3. Benefits upon Termination under Certain Circumstances Within the
Protection Period. If the Executive's employment is terminated by the Company
during the Protection Period other than for Cause or Disability and other than
as a result of the Executive's death, or if the Executive terminates his
employment during the Protection Period for Good Reason, the Company shall,
subject to Section 7, pay to the Executive in a lump sum in cash within ten days
after the date of termination the aggregate of the following amounts and shall
provide the following benefits:
(a) The Executive's base salary and vacation pay (for vacation not taken)
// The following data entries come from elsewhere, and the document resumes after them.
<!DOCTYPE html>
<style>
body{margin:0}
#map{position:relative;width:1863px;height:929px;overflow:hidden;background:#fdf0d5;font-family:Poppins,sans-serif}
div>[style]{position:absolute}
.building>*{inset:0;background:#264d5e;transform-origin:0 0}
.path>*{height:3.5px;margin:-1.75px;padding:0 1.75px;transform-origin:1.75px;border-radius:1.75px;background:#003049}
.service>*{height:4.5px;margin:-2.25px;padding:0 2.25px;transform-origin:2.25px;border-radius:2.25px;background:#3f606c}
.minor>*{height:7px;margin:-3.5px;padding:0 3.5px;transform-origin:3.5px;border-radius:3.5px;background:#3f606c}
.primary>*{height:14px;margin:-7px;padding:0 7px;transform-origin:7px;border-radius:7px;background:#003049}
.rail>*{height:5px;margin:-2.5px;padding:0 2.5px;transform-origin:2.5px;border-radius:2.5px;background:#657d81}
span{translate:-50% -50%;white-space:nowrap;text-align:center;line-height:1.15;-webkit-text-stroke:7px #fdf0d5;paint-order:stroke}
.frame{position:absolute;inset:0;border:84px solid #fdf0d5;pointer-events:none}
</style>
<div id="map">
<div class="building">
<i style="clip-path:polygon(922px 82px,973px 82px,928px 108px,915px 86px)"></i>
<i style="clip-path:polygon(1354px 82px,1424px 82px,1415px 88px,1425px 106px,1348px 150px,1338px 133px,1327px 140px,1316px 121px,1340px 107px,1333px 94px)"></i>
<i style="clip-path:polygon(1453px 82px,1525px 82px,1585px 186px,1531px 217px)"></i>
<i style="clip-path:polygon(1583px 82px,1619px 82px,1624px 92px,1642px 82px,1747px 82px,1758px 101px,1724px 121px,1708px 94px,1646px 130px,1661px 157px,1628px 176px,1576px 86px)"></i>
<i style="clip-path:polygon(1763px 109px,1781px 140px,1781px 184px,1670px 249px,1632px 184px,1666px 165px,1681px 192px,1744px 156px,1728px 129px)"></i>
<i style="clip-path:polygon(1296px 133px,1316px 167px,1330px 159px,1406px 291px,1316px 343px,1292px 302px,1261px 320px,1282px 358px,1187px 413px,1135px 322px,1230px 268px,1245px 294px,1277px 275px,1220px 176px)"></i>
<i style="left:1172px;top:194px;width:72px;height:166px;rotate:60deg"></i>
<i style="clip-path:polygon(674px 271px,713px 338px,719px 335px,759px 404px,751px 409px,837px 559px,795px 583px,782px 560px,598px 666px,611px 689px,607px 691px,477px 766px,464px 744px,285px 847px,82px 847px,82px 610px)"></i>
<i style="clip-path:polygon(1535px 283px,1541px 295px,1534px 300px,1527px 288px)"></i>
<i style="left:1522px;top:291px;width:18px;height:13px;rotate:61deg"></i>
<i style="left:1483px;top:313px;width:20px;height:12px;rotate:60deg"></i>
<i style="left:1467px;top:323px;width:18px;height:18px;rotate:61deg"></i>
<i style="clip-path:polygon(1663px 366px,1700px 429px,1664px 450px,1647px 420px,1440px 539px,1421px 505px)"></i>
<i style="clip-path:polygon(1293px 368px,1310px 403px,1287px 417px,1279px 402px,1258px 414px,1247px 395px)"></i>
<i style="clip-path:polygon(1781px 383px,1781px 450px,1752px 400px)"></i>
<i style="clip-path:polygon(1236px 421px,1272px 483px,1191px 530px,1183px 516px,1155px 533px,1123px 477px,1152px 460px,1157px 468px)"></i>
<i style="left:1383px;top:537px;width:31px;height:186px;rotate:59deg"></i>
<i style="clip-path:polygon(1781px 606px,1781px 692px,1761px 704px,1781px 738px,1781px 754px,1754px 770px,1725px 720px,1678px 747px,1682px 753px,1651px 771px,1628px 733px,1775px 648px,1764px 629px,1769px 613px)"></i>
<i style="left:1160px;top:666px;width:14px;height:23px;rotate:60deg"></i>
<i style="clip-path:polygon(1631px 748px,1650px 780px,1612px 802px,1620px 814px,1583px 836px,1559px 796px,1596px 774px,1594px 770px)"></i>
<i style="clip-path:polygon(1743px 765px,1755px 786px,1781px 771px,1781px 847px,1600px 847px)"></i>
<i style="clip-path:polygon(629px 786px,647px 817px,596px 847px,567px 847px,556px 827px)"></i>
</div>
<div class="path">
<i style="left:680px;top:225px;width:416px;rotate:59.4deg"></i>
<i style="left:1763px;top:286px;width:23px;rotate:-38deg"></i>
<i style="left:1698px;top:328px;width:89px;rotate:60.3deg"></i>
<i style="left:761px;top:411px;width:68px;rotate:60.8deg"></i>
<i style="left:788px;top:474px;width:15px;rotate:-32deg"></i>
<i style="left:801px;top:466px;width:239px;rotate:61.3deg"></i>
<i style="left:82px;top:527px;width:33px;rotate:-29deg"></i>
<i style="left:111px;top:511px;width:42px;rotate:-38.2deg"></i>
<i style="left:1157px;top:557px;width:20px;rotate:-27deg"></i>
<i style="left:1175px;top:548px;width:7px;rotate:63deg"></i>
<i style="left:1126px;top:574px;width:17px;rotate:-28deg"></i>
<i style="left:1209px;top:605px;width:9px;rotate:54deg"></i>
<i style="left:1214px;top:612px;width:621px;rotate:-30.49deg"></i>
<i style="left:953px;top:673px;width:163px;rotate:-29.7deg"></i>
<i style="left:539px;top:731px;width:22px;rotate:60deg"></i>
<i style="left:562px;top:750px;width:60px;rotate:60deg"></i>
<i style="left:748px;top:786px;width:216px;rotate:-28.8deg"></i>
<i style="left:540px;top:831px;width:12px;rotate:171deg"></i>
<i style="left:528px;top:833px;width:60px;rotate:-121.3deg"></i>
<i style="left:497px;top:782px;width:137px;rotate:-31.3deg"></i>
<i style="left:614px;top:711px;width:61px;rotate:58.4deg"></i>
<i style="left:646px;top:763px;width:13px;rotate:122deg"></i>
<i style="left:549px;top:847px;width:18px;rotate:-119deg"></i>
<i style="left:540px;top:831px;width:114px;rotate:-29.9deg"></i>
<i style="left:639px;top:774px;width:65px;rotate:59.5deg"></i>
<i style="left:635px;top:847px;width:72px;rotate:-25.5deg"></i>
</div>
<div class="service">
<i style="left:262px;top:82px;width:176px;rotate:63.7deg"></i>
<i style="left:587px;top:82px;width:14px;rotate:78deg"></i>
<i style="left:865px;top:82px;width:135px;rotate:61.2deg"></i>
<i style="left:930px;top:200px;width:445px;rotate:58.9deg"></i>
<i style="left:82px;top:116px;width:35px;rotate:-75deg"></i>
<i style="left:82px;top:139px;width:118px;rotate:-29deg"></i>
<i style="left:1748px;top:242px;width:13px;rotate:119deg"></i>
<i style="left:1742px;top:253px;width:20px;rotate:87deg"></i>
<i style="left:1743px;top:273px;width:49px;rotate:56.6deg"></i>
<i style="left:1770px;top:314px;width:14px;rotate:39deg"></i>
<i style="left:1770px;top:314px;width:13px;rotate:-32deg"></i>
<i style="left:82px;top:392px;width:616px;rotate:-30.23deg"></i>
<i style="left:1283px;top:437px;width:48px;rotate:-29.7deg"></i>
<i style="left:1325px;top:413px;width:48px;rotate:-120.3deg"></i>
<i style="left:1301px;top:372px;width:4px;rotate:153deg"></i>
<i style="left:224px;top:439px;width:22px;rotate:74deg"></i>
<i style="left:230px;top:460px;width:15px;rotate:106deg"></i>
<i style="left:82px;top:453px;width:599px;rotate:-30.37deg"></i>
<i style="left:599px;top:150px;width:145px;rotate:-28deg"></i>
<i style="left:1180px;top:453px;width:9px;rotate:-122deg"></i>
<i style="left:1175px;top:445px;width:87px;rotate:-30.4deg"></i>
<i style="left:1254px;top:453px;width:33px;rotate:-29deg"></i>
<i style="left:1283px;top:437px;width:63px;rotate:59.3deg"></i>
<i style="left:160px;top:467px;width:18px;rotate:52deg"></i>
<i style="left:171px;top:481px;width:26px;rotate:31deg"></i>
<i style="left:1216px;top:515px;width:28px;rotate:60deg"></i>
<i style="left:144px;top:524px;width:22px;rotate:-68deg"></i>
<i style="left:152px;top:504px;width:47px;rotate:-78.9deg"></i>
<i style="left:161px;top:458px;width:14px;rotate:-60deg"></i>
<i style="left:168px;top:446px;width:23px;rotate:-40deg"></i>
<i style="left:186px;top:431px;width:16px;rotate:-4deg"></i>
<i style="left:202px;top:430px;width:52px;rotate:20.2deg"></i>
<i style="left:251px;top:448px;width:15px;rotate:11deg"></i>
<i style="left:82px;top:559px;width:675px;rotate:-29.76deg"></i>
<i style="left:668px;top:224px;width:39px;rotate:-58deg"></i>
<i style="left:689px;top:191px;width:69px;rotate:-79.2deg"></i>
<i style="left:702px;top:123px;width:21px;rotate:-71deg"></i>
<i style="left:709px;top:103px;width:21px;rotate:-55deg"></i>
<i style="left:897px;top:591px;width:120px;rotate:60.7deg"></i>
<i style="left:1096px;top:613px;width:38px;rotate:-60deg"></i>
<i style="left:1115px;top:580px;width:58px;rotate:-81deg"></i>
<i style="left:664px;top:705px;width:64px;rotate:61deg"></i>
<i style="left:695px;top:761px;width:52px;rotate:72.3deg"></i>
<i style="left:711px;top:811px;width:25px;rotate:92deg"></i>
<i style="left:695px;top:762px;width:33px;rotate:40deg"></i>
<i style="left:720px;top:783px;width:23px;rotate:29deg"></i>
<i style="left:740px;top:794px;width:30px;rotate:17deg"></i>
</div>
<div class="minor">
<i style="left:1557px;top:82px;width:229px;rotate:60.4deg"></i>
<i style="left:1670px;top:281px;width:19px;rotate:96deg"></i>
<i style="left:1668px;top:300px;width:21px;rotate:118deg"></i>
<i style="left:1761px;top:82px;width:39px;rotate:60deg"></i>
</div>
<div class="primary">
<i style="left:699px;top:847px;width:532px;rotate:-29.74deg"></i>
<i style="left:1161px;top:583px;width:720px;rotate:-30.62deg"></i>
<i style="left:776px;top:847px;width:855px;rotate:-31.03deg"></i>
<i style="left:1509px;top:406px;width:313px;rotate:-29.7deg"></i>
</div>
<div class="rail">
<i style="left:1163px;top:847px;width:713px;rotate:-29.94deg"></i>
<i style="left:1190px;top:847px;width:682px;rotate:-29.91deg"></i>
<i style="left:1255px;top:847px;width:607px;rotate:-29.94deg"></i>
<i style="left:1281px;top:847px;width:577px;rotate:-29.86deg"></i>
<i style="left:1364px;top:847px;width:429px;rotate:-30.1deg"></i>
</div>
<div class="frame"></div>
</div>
accrued but unpaid through the date of termination of employment; and
(b) A lump sum severance payment in an amount equal to the product of 1.5
times the Executive's "Average Annual Compensation." For the purposes of this
Agreement, "Average Annual Compensation" shall be an amount equal to the annual
average of the sums of (i) the Executive's annual base salary from the Company
plus (ii) the amount of bonus accrued by the Company for the Executive, in each
case for the three calendar years that ended immediately before (or, if
applicable, coincident with) the Change in Control Date; and
(c) Within 30 days of the date of termination of employment, upon surrender
by the Executive of the outstanding options to purchase shares of common stock
of the Company ("Shares of Common Stock") granted to the Executive by the
Company (the "Outstanding Options") and any stock appreciation rights granted to
the Executive by the Company ("SARs"), an amount with respect to each
Outstanding Option and SAR (whether vested or not) equal to the difference
between the exercise price of such Outstanding Options and SARs and the higher
of (x) the fair market value of the Shares of Common Stock on the date of such
termination (but not less than the closing price for the Shares of Common Stock
on the New York Stock Exchange, or such other national stock exchange on which
such shares may be listed, on the last trading day such shares traded prior to
the date of termination); and (y) the highest price paid for Shares of Common
Stock or, in the cases of securities convertible into Shares of Common Stock or
carrying a right to acquire Shares of Common Stock, the highest effective price
(based on the prices paid for such securities) at which such securities are
convertible into Shares of Common Stock or at which Shares of Common Stock may
be acquired, by any person or group whose acquisition of voting securities has
resulted in a Change in Control of the Company; provided, however, that this
Section 3(c) shall not apply to the surrender of any Outstanding Option that is
an incentive stock option (within the meaning of section 422 of the Code); and
(d) The Company shall provide the Executive with life insurance coverage
and health plan coverage substantially comparable to the coverage the Executive
was receiving from the Company immediately before termination of employment; the
provision of such coverage will continue until the expiration of the 18-calendar
month period following the date of the termination of the Executive's
employment, or, if earlier, until the date on which the Executive becomes
eligible for comparable coverage in connection with subsequent employment,
provided, however, that if such coverage is not available under the plans
covering the Company's employees, the Company may, at its option, substitute for
the provision of such coverage monthly payments to the Executive for the same
period in an amount equal to the reasonable monthly cost of securing comparable
coverage for an individual of the Executive's age on a standard risk basis; and
(e) All of the Executive's benefits accrued under any supplemental
retirement plans, excess retirement plans, and deferred compensation plans
maintained by the Company or any of its Subsidiaries shall become immediately
vested in full; and
(f) All of the Executive's Outstanding Options shall become immediately
vested and exercisable in full.
4. Benefits on Voluntary Termination Within Six Months.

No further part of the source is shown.